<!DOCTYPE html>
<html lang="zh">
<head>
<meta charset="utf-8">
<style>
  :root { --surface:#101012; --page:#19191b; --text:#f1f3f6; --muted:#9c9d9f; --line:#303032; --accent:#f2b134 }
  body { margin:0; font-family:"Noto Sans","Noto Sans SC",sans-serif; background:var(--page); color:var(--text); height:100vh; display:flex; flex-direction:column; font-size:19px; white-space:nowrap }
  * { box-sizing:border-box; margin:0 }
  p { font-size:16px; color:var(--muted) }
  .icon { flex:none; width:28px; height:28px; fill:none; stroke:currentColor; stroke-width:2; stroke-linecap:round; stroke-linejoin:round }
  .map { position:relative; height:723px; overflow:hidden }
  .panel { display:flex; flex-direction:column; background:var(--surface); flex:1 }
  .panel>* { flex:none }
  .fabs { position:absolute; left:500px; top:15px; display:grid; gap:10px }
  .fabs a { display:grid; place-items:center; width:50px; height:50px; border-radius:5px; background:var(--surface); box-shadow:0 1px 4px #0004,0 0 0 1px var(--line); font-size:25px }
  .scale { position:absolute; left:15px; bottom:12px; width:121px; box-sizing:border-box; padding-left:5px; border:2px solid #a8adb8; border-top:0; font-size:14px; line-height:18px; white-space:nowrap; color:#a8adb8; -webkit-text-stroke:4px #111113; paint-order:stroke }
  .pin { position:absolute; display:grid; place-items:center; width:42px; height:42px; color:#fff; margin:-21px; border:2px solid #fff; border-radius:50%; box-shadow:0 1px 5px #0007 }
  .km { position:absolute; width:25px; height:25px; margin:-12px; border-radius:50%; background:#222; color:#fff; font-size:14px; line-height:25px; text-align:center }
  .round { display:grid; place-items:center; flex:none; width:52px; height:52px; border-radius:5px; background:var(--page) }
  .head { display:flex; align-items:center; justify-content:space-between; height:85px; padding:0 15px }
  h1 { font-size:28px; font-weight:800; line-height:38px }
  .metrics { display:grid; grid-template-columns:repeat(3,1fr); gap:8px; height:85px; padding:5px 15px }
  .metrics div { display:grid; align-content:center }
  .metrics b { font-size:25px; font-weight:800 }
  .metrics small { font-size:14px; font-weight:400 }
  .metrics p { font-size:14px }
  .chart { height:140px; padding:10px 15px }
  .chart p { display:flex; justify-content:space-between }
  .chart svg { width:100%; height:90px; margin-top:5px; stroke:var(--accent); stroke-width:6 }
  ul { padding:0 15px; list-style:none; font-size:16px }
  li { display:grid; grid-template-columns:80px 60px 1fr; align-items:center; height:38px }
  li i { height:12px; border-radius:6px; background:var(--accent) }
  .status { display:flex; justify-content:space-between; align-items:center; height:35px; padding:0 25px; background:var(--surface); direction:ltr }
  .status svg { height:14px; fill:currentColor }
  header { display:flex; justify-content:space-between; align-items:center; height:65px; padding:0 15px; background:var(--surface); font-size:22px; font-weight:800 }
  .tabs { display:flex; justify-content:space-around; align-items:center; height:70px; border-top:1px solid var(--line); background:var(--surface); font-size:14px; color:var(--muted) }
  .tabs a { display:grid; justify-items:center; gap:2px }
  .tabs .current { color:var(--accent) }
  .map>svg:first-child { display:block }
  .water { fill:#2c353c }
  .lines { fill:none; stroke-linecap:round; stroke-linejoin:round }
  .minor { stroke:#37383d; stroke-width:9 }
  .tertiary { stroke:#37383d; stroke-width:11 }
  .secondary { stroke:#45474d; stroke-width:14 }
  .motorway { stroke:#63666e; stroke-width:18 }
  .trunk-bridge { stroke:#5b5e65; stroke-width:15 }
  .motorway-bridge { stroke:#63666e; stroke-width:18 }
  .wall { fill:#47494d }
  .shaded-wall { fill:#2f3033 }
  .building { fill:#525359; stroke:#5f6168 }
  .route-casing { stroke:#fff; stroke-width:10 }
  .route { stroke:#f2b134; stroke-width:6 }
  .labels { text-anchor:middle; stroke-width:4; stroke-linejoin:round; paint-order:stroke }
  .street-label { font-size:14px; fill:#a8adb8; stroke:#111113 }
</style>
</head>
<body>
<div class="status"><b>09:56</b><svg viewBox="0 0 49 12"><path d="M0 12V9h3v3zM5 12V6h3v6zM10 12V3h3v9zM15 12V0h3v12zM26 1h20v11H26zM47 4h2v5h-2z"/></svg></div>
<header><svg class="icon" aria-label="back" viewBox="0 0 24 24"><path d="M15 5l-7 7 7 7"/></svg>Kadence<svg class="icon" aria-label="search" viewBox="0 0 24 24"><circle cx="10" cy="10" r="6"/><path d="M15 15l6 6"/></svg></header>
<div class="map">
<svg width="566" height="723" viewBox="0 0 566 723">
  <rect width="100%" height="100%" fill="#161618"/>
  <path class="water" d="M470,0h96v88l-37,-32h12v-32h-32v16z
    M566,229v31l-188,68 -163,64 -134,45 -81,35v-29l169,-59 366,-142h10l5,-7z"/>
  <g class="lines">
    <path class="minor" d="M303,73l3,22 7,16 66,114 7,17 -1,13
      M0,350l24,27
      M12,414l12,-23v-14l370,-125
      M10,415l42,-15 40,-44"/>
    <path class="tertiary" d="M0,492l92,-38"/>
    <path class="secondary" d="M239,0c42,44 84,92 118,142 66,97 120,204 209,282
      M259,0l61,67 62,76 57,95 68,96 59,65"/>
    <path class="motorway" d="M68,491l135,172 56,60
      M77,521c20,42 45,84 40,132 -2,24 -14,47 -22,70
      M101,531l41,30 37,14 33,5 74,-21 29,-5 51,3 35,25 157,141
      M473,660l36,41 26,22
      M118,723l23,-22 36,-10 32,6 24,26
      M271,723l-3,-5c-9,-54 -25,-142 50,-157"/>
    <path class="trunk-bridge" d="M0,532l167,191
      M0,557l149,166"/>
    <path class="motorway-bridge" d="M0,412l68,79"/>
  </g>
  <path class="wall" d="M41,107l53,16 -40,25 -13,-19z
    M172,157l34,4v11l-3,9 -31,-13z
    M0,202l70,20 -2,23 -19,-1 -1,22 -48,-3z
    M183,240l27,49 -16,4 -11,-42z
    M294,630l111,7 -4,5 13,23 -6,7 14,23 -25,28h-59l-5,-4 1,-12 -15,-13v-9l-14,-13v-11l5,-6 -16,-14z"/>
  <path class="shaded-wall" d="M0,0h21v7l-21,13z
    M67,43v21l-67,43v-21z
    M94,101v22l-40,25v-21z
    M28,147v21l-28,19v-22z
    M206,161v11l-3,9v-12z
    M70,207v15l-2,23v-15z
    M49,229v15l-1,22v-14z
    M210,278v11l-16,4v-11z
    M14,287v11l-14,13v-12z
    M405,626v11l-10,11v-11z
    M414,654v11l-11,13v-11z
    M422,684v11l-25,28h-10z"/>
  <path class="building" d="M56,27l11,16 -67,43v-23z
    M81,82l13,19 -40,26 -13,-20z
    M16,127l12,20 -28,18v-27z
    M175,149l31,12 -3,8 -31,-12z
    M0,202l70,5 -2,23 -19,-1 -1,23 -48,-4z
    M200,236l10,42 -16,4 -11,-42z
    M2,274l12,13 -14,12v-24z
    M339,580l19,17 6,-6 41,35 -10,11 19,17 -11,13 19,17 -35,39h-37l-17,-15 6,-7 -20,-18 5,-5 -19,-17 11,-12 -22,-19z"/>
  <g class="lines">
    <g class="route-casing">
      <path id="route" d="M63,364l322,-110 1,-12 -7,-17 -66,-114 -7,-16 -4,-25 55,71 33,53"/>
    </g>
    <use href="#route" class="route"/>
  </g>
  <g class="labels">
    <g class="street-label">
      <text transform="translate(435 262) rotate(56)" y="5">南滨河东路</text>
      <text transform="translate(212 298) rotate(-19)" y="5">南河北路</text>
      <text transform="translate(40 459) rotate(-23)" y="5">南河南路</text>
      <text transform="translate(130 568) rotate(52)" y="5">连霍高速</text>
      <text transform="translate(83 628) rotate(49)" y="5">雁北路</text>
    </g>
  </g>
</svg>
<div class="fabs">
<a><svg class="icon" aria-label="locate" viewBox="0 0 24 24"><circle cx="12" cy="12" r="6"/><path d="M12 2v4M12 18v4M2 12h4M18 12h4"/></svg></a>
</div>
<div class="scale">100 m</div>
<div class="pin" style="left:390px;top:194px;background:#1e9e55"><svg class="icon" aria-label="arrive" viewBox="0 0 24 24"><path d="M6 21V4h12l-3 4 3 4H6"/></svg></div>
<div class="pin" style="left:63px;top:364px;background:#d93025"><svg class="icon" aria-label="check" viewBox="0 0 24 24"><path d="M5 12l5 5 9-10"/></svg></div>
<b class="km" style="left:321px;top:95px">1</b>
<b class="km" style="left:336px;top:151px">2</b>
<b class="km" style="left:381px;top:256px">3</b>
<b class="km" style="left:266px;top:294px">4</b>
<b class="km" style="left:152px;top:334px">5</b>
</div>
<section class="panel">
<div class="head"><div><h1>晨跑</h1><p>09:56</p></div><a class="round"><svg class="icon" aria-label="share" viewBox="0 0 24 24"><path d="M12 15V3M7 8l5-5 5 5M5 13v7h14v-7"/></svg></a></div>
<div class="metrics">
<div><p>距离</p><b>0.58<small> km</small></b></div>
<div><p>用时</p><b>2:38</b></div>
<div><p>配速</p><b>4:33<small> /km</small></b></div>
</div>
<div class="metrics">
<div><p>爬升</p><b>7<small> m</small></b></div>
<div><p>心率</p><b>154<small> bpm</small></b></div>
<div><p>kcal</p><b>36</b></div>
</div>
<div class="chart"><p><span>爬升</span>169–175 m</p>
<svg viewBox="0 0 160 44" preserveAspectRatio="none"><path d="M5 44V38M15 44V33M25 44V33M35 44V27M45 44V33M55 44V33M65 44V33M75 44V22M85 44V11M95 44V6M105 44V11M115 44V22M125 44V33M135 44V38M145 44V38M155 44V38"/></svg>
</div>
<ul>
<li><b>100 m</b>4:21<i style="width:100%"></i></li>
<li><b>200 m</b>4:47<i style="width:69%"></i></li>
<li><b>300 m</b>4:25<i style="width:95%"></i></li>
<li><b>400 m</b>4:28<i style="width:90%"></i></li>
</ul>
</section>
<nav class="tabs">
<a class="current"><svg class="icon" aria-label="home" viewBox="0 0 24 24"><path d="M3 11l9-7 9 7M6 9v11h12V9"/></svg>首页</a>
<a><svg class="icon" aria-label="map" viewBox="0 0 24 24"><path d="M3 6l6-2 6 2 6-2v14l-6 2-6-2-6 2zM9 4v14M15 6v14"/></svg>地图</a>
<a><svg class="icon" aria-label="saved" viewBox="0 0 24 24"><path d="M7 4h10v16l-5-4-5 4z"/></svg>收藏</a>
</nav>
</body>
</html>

--

(WORK REQUIRED):
In the listing above, please print only the lines from the first one to the line where "position:absolute; left:15px; bottom:12px;" appears, exactly as written, both of those lines included.

(TASK ANSWER):
<!DOCTYPE html>
<html lang="zh">
<head>
<meta charset="utf-8">
<style>
  :root { --surface:#101012; --page:#19191b; --text:#f1f3f6; --muted:#9c9d9f; --line:#303032; --accent:#f2b134 }
  body { margin:0; font-family:"Noto Sans","Noto Sans SC",sans-serif; background:var(--page); color:var(--text); height:100vh; display:flex; flex-direction:column; font-size:19px; white-space:nowrap }
  * { box-sizing:border-box; margin:0 }
  p { font-size:16px; color:var(--muted) }
  .icon { flex:none; width:28px; height:28px; fill:none; stroke:currentColor; stroke-width:2; stroke-linecap:round; stroke-linejoin:round }
  .map { position:relative; height:723px; overflow:hidden }
  .panel { display:flex; flex-direction:column; background:var(--surface); flex:1 }
  .panel>* { flex:none }
  .fabs { position:absolute; left:500px; top:15px; display:grid; gap:10px }
  .fabs a { display:grid; place-items:center; width:50px; height:50px; border-radius:5px; background:var(--surface); box-shadow:0 1px 4px #0004,0 0 0 1px var(--line); font-size:25px }
  .scale { position:absolute; left:15px; bottom:12px; width:121px; box-sizing:border-box; padding-left:5px; border:2px solid #a8adb8; border-top:0; font-size:14px; line-height:18px; white-space:nowrap; color:#a8adb8; -webkit-text-stroke:4px #111113; paint-order:stroke }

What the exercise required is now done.